[Collected data entries]
+===+
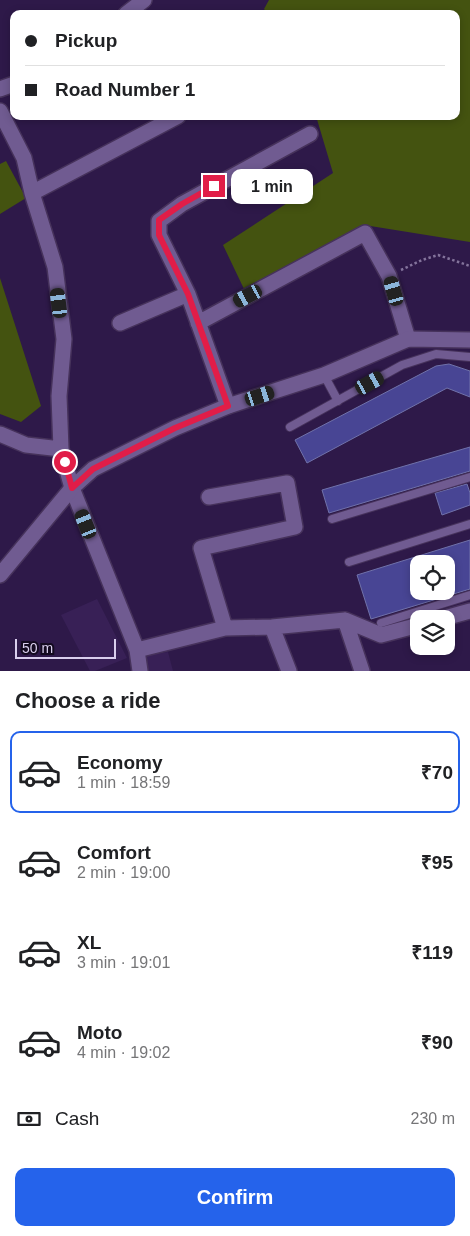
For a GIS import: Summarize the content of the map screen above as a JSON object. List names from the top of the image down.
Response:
{
  "scale_bar": "50 m",
  "page": {
    "banner": ["Pickup", "Road Number 1"],
    "bubble": "1 min",
    "scale": "50 m",
    "heading": "Choose a ride",
    "list": [
      {
        "name": "Economy",
        "note": "1 min · 18:59",
        "value": "₹70"
      },
      {
        "name": "Comfort",
        "note": "2 min · 19:00",
        "value": "₹95"
      },
      {
        "name": "XL",
        "note": "3 min · 19:01",
        "value": "₹119"
      },
      {
        "name": "Moto",
        "note": "4 min · 19:02",
        "value": "₹90"
      }
    ],
    "pay": ["Cash", "230 m"],
    "buttons": "Confirm"
  }
}
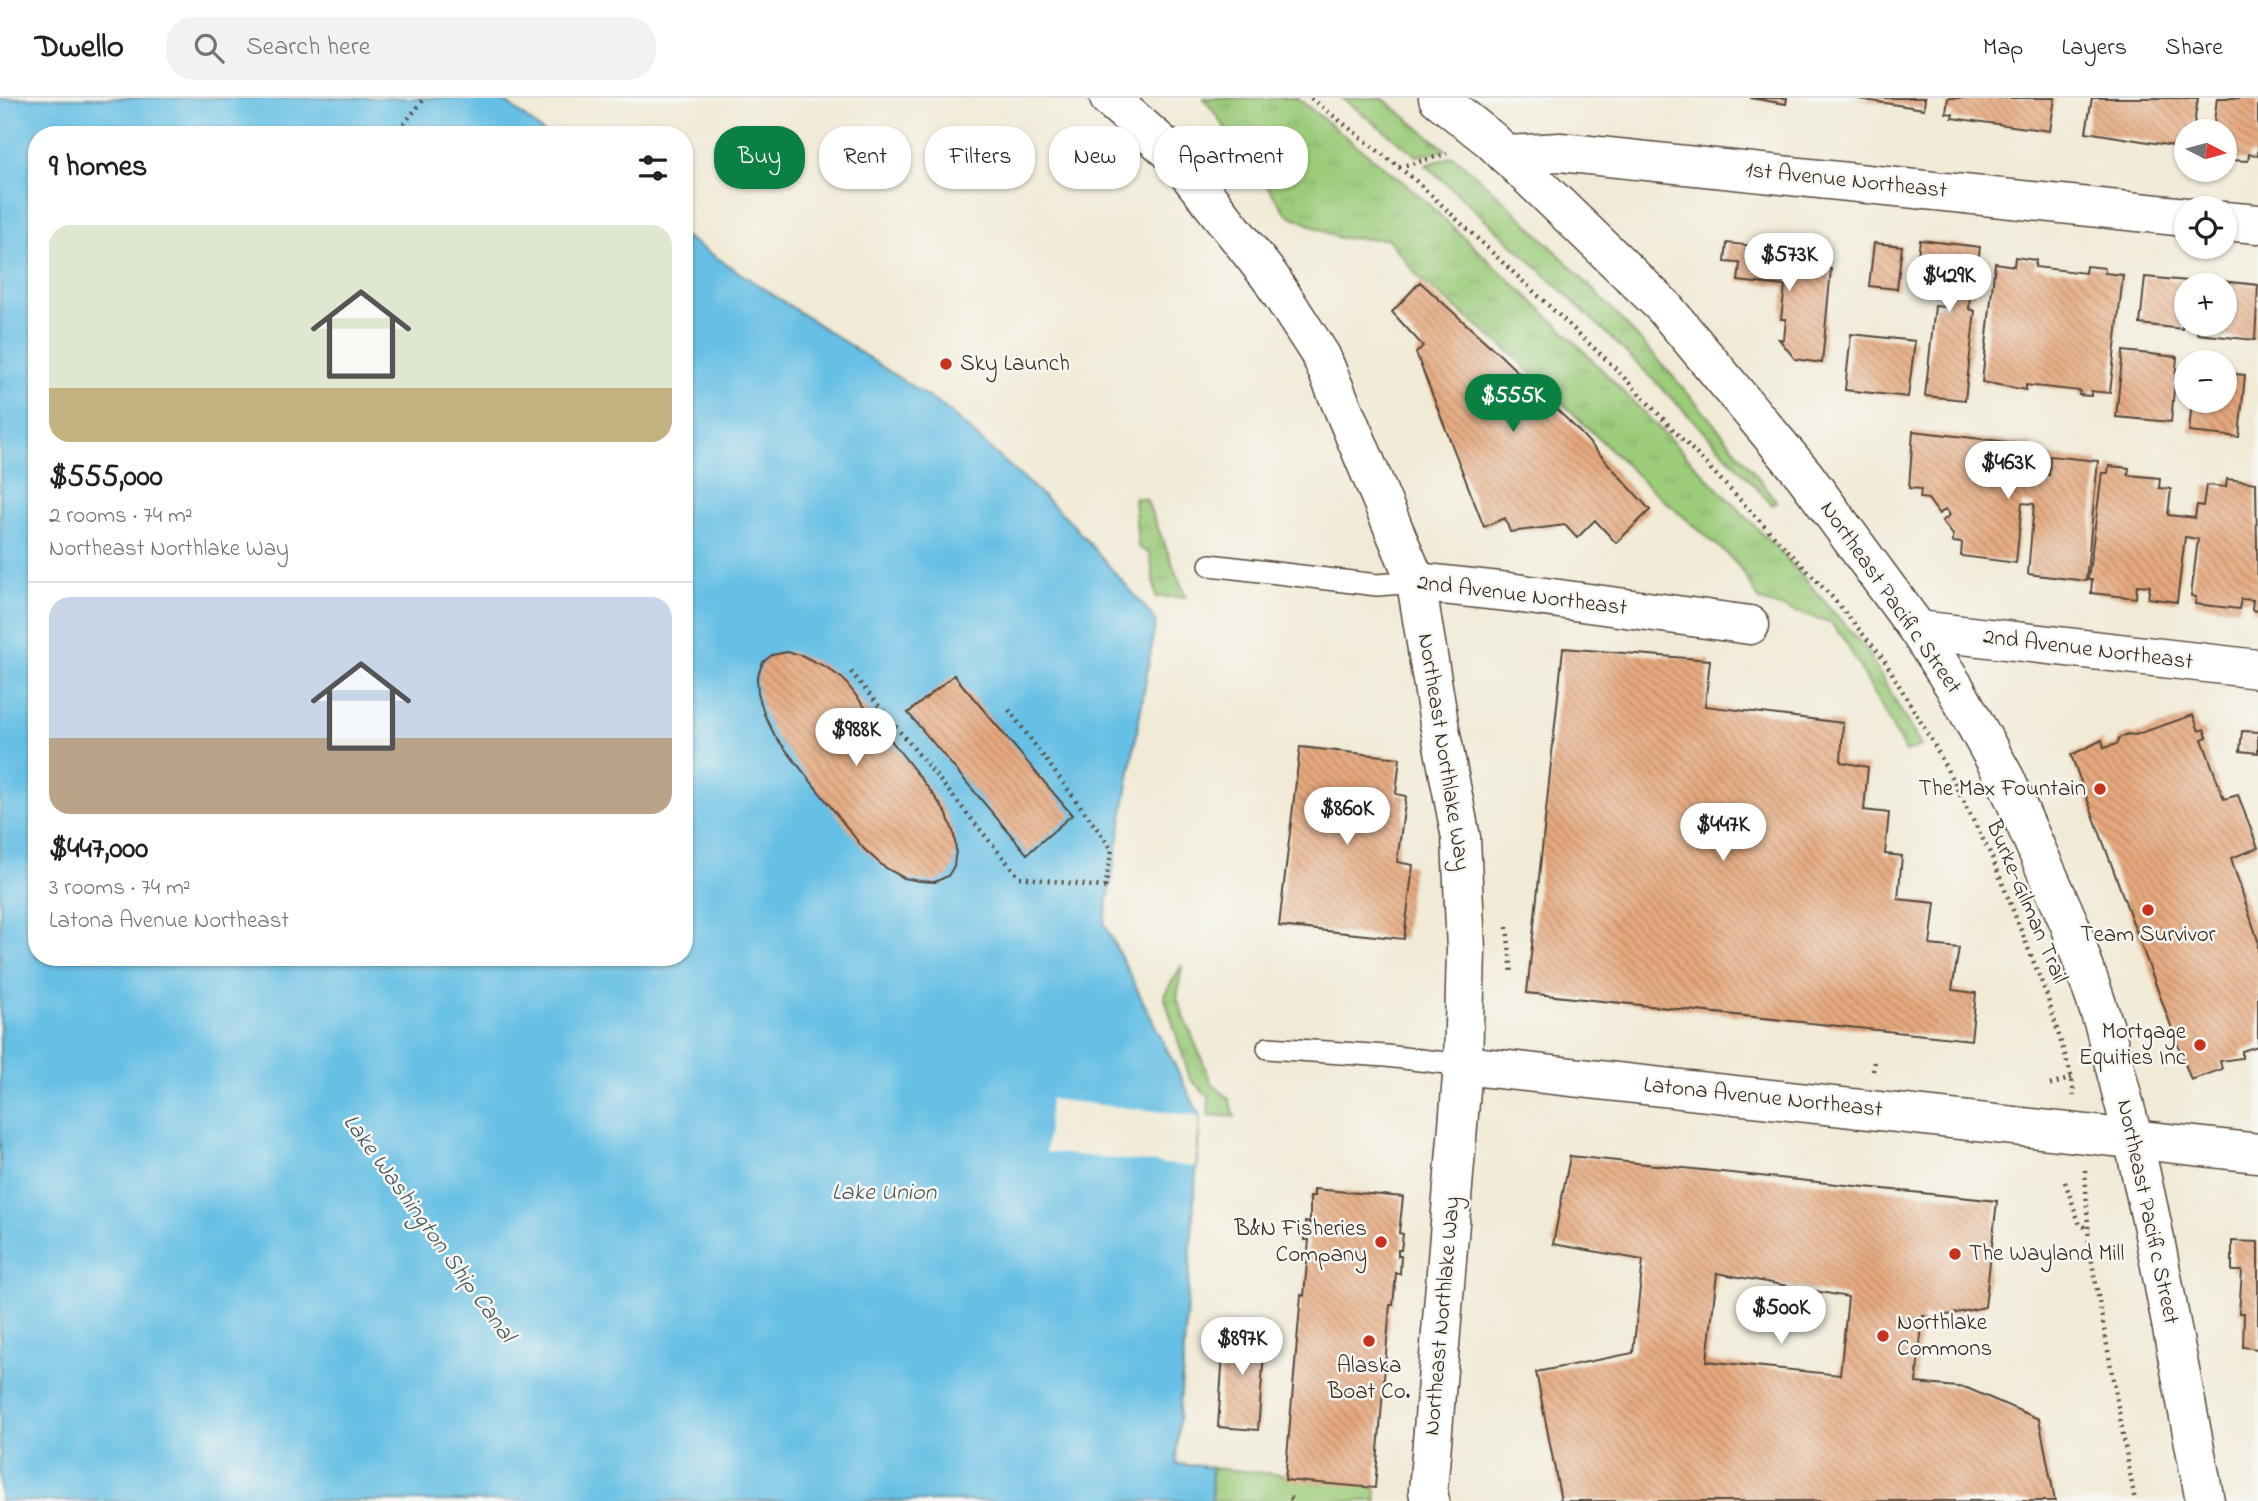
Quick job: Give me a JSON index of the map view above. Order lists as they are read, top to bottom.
{
  "streets": {
    "street": [
      "1st Avenue Northeast",
      "2nd Avenue Northeast",
      "Northeast Pacific Street",
      "Northeast Northlake Way",
      "Latona Avenue Northeast"
    ],
    "path": ["Burke-Gilman Trail"]
  },
  "crossings": [
    ["1st Avenue Northeast", "Northeast Pacific Street"],
    ["2nd Avenue Northeast", "Northeast Pacific Street"],
    ["2nd Avenue Northeast", "Northeast Northlake Way"],
    ["Northeast Pacific Street", "Latona Avenue Northeast"],
    ["Northeast Northlake Way", "Latona Avenue Northeast"]
  ],
  "water": ["Lake Union", "Lake Washington Ship Canal"],
  "places": [
    "Sky Launch",
    "The Max Fountain",
    "Team Survivor",
    "Mortgage Equities Inc",
    "B&N Fisheries Company",
    "The Wayland Mill",
    "Northlake Commons",
    "Alaska Boat Co."
  ],
  "north": "right",
  "page": {
    "header": "Dwello",
    "search": "Search here",
    "nav": ["Map", "Layers", "Share"],
    "map_buttons": ["+", "−"],
    "chip": [
      "Buy",
      "Rent",
      "Filters",
      "New",
      "Apartment"
    ],
    "heading": "9 homes",
    "list": [
      {
        "name": "$555,000",
        "note": "2 rooms · 74 m² · Northeast Northlake Way"
      },
      {
        "name": "$447,000",
        "note": "3 rooms · 74 m² · Latona Avenue Northeast"
      }
    ],
    "price": [
      "$573K",
      "$429K",
      "$555K",
      "$463K",
      "$988K",
      "$860K",
      "$447K",
      "$500K",
      "$897K"
    ]
  }
}
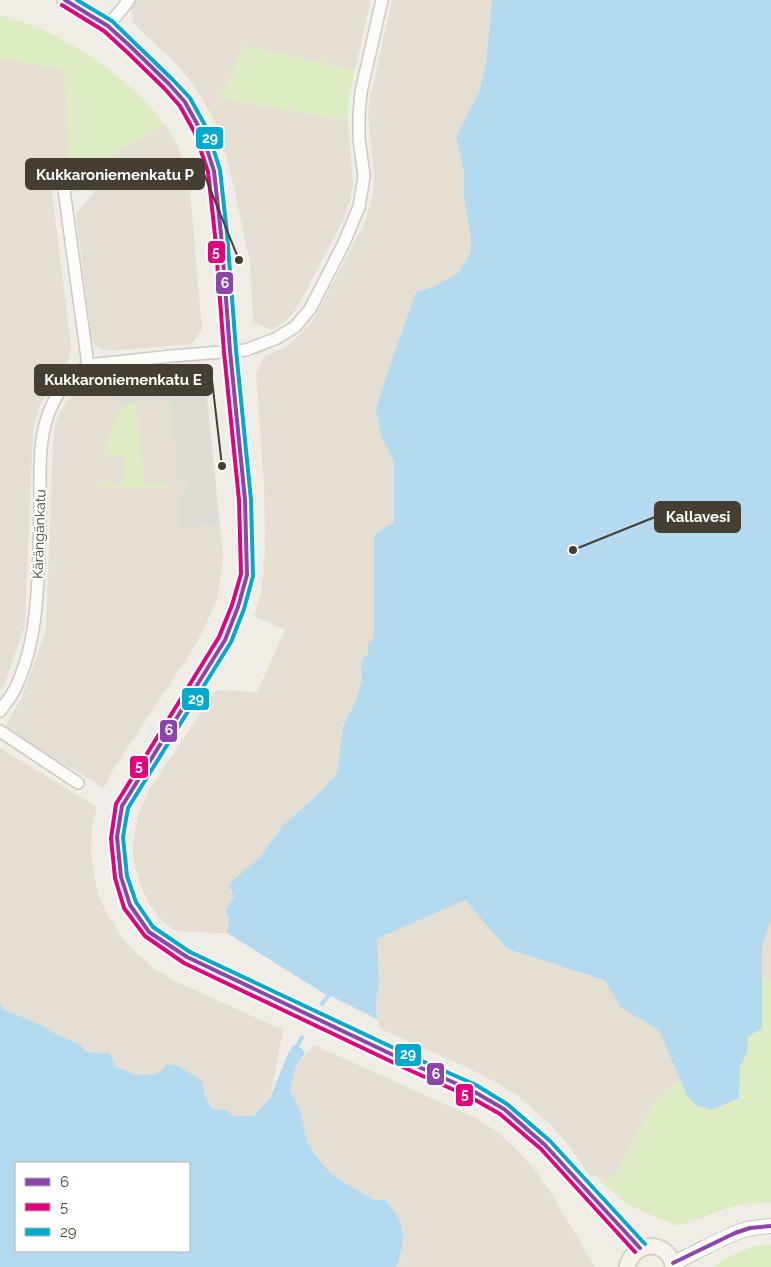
+===+
## TASK STATEMENT
Restate the data above verbatim, skipping every image.

## WRITTEN REPLY
For a GIS import: Summarize the content of the map screen above as a JSON object. List names from the top of the image down.
Response:
{
  "scale_bar": "50 m",
  "page": {
    "banner": ["Pickup", "Road Number 1"],
    "bubble": "1 min",
    "scale": "50 m",
    "heading": "Choose a ride",
    "list": [
      {
        "name": "Economy",
        "note": "1 min · 18:59",
        "value": "₹70"
      },
      {
        "name": "Comfort",
        "note": "2 min · 19:00",
        "value": "₹95"
      },
      {
        "name": "XL",
        "note": "3 min · 19:01",
        "value": "₹119"
      },
      {
        "name": "Moto",
        "note": "4 min · 19:02",
        "value": "₹90"
      }
    ],
    "pay": ["Cash", "230 m"],
    "buttons": "Confirm"
  }
}
Quick job: Give me a JSON index of the map view above. Order lists as they are read, top to bottom.
{
  "streets": {
    "street": [
      "1st Avenue Northeast",
      "2nd Avenue Northeast",
      "Northeast Pacific Street",
      "Northeast Northlake Way",
      "Latona Avenue Northeast"
    ],
    "path": ["Burke-Gilman Trail"]
  },
  "crossings": [
    ["1st Avenue Northeast", "Northeast Pacific Street"],
    ["2nd Avenue Northeast", "Northeast Pacific Street"],
    ["2nd Avenue Northeast", "Northeast Northlake Way"],
    ["Northeast Pacific Street", "Latona Avenue Northeast"],
    ["Northeast Northlake Way", "Latona Avenue Northeast"]
  ],
  "water": ["Lake Union", "Lake Washington Ship Canal"],
  "places": [
    "Sky Launch",
    "The Max Fountain",
    "Team Survivor",
    "Mortgage Equities Inc",
    "B&N Fisheries Company",
    "The Wayland Mill",
    "Northlake Commons",
    "Alaska Boat Co."
  ],
  "north": "right",
  "page": {
    "header": "Dwello",
    "search": "Search here",
    "nav": ["Map", "Layers", "Share"],
    "map_buttons": ["+", "−"],
    "chip": [
      "Buy",
      "Rent",
      "Filters",
      "New",
      "Apartment"
    ],
    "heading": "9 homes",
    "list": [
      {
        "name": "$555,000",
        "note": "2 rooms · 74 m² · Northeast Northlake Way"
      },
      {
        "name": "$447,000",
        "note": "3 rooms · 74 m² · Latona Avenue Northeast"
      }
    ],
    "price": [
      "$573K",
      "$429K",
      "$555K",
      "$463K",
      "$988K",
      "$860K",
      "$447K",
      "$500K",
      "$897K"
    ]
  }
}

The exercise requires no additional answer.